Ben bu ifadenin sizin üslubunuza yabancı olduğu kanaatindeyim. Yazınızda bir başkasının konuşmaları şeklinde alınmış gibi de olsa hem uygun değil hem de hiç bir din adamı bu söylemi kullanmaz.
Diğer bir husus da hocanın tutarsız söylemleridir. Yazının terkibinde doğru olana vurgu yapılmadığından, yine din adamlarının menfi gösterilmesi hususu işlenmektedir. Bu da dolaylı olarak “din adamı” imajını negatif empoze etmektedir.
Diğer bir husus da:
“Tanrının bizi ve ilerideki barda kendinden geçenleri öfkeyle izlediğini düşündüm. Keşke üzerimize bir yıldırım yollasaydı, fakat böyle susmasaydı.”

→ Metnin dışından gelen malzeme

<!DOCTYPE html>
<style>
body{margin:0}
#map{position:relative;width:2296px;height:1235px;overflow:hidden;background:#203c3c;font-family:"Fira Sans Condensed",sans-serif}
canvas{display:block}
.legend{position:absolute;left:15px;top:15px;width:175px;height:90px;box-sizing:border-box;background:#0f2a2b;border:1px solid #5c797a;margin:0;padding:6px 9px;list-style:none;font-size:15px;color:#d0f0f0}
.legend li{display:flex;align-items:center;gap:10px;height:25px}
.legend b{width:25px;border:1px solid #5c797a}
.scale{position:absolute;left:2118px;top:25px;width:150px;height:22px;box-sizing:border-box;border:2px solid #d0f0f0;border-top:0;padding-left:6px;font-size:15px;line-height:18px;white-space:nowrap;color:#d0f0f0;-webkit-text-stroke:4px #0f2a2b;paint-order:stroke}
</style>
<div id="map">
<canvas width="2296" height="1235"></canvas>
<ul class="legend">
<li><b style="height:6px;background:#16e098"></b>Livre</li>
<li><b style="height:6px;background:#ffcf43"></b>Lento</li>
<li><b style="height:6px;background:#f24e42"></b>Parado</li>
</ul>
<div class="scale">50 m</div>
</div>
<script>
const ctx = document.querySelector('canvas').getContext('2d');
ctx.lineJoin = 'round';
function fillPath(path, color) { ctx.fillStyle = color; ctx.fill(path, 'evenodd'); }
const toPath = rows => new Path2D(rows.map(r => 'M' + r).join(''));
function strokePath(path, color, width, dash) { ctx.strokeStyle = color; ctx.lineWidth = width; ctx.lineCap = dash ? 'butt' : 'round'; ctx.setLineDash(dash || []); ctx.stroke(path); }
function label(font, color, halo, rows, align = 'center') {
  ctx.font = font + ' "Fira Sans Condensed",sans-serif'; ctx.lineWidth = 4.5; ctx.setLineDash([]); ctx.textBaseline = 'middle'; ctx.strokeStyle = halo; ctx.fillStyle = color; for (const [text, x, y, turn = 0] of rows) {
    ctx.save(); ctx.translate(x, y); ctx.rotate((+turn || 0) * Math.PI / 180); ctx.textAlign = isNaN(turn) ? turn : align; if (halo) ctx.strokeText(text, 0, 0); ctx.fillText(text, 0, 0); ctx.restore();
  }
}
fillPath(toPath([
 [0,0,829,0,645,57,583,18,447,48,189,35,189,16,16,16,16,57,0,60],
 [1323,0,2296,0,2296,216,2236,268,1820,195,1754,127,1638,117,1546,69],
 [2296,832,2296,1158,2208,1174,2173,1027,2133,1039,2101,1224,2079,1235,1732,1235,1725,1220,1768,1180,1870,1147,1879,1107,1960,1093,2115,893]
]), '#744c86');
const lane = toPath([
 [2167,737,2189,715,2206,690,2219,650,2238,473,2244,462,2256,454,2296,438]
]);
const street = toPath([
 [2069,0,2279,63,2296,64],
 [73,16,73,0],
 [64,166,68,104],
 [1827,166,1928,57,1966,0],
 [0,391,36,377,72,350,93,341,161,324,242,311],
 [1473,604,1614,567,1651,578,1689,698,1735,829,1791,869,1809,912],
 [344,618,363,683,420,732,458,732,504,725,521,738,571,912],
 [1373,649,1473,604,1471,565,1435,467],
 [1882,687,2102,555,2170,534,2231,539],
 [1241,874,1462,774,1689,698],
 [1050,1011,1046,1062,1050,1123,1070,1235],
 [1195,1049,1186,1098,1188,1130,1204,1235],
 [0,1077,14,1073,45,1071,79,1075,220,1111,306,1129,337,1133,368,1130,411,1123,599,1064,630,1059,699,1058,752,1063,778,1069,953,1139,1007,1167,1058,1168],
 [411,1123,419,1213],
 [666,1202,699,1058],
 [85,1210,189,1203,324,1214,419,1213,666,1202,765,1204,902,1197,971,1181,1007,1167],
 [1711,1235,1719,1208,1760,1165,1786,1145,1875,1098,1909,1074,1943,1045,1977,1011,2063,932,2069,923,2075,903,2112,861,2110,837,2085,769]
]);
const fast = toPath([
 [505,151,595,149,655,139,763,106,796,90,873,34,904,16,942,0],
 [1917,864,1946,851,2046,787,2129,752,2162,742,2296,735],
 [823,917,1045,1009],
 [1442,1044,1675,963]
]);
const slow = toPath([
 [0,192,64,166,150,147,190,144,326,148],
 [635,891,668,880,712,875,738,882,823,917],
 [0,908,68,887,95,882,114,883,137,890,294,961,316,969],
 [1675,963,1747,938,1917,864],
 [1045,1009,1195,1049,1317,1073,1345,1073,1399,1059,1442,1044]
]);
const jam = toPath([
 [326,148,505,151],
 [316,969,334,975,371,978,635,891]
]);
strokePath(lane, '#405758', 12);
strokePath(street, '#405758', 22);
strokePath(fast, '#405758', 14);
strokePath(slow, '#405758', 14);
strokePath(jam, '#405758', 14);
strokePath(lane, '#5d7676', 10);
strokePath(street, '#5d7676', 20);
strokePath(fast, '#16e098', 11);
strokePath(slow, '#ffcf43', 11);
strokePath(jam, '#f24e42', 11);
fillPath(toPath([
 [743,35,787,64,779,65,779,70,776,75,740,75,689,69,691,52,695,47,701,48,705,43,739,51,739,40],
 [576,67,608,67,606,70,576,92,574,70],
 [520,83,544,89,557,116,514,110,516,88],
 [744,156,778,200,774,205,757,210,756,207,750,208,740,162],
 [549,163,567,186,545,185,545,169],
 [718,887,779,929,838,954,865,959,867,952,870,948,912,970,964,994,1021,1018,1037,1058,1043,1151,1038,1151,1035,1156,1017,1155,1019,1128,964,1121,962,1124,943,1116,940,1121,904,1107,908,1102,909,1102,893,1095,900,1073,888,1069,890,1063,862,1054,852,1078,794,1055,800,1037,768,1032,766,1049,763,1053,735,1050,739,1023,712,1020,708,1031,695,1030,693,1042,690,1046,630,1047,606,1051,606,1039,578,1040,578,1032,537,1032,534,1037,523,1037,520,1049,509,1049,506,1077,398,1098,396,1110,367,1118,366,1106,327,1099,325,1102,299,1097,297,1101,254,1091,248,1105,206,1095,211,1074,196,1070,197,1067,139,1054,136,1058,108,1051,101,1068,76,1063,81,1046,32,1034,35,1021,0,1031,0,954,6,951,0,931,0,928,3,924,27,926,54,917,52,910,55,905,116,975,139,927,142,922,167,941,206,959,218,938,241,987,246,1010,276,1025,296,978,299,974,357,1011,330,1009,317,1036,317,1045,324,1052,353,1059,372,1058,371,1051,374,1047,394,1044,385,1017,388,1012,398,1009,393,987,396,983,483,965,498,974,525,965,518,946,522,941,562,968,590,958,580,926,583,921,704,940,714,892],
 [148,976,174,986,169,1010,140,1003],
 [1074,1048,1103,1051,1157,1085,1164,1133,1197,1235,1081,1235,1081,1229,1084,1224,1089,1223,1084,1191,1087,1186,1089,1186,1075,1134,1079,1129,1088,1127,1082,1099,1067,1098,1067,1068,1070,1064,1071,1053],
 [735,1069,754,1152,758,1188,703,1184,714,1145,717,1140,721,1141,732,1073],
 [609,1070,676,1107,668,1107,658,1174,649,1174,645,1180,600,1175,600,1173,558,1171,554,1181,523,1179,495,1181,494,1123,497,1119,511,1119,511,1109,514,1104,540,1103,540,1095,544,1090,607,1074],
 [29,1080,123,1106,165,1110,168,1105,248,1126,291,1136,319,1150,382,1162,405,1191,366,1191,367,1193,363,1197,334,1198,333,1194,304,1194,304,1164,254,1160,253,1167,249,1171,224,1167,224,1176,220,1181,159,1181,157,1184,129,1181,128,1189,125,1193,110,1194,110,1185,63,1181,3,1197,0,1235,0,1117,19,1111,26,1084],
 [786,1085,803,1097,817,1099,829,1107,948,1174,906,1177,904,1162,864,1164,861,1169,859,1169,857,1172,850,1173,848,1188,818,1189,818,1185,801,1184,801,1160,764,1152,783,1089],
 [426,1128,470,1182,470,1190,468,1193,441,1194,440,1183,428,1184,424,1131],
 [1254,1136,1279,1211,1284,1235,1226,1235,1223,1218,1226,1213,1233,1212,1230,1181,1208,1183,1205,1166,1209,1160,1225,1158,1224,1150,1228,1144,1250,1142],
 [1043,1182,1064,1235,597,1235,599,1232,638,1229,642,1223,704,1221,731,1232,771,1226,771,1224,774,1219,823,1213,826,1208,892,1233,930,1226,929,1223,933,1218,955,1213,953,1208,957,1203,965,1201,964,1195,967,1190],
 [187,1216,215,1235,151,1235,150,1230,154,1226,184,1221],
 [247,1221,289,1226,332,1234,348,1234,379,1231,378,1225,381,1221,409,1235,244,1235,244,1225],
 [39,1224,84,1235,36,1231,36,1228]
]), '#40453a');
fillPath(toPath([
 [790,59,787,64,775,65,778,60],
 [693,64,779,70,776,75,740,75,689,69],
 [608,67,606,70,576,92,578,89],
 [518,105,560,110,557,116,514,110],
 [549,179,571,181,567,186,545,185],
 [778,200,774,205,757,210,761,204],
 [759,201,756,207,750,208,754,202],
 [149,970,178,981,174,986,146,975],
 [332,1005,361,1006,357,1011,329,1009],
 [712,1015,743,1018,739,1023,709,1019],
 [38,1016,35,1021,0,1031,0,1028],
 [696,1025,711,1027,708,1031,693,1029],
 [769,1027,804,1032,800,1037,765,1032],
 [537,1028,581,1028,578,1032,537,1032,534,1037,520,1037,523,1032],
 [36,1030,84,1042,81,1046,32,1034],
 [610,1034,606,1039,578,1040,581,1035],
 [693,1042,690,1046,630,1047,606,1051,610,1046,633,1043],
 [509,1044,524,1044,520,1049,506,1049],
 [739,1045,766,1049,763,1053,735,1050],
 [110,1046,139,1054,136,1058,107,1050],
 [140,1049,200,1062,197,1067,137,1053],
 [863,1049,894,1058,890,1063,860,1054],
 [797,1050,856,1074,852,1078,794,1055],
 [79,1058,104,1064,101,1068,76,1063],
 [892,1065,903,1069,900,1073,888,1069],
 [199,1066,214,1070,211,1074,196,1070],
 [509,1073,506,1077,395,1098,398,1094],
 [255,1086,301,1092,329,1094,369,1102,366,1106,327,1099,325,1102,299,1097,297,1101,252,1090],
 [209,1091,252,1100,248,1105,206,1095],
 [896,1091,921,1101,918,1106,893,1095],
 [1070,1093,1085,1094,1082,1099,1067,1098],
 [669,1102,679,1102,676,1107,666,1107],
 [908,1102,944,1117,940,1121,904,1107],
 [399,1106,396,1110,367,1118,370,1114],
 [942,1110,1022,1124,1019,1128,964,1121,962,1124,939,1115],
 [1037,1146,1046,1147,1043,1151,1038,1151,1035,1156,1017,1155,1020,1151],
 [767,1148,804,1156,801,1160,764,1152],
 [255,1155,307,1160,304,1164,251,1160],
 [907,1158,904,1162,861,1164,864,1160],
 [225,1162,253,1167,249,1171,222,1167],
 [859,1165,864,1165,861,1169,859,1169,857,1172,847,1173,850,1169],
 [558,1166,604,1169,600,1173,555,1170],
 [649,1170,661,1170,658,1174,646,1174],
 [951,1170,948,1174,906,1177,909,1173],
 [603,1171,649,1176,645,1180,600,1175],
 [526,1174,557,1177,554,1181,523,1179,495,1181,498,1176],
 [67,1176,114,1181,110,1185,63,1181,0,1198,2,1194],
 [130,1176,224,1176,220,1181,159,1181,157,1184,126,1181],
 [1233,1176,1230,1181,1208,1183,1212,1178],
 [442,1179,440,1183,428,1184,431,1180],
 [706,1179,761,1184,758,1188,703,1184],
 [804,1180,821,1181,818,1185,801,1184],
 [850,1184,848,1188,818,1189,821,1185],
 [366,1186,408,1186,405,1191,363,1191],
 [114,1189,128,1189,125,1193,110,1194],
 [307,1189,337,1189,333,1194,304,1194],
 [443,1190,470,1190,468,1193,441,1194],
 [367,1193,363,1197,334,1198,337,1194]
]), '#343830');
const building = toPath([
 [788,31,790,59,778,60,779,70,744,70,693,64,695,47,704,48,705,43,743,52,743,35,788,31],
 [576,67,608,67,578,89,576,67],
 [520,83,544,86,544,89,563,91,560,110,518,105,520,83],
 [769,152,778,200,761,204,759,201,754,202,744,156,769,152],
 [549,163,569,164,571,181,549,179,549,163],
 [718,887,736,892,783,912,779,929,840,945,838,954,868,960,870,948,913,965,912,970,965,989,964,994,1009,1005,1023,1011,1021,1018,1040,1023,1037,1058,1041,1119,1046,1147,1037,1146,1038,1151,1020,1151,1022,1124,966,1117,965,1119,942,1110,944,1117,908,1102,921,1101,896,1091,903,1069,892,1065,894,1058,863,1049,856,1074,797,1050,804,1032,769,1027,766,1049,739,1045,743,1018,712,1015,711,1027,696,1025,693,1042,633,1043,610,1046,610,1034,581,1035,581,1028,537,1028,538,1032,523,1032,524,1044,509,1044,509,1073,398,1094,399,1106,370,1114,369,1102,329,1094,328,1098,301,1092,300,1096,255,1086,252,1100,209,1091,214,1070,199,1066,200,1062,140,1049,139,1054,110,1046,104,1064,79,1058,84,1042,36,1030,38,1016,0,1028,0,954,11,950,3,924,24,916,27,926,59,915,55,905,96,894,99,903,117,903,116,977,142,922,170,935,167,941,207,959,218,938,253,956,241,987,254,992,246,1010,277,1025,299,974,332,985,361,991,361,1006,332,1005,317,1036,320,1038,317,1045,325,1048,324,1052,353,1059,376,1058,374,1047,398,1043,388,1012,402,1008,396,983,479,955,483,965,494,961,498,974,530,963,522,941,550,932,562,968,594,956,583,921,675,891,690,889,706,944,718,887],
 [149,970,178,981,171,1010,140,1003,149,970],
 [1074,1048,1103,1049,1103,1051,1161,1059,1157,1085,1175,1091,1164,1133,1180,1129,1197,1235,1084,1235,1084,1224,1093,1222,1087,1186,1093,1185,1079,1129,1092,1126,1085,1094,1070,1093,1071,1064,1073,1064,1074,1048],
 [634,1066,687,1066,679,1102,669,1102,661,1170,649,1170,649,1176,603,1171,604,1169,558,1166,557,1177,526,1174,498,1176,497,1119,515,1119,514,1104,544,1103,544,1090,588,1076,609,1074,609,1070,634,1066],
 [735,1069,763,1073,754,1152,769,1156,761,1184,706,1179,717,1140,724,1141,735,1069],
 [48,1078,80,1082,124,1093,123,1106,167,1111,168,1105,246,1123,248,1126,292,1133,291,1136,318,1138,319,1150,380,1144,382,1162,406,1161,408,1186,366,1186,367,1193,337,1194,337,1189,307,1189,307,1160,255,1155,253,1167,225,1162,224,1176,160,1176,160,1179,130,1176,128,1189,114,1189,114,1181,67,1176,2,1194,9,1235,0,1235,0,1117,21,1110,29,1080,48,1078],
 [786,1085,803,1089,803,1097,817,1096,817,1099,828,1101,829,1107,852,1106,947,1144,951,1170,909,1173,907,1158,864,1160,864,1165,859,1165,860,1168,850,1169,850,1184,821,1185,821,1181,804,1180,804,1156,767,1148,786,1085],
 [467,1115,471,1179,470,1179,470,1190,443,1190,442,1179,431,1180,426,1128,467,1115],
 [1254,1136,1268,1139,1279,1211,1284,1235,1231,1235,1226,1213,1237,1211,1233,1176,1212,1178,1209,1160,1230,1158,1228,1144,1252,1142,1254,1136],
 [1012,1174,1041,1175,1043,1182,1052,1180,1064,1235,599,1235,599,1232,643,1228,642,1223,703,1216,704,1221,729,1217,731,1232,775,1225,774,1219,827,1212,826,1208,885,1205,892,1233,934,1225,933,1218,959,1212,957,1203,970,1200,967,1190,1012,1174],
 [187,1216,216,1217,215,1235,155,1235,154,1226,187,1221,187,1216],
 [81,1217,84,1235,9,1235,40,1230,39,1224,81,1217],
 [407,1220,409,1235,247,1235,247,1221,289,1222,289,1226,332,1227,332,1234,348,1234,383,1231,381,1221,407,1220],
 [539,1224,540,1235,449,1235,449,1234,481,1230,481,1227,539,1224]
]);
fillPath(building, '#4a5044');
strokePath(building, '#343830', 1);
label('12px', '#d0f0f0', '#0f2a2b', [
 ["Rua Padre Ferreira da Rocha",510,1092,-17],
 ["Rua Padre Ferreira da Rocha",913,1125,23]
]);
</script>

Söylemidir. Allah-ü Talanın sıfatları düşünüldüğünde bu tür söylemler İslam dini inancına ters düşmektedir.
Çünki O’nu sorgulama, yargılama ve kanaat bildirme hakkımız yoktur.
Bu söylemler de elbette kendi fikriniz olmayabilir. Yazıda iki kişinin diyaloğu. Fakat netice de sizin mizanseniniz ve bu ifadeyi doğru bulmadığınızı belirtmediğiniz sürece sizin fikriniz olacaktır.
Sanırım bir yazdığınız bir eserin bölümleri bu yazı. O yüzden uzun. Keşke daha az uzunlukta olsaydı.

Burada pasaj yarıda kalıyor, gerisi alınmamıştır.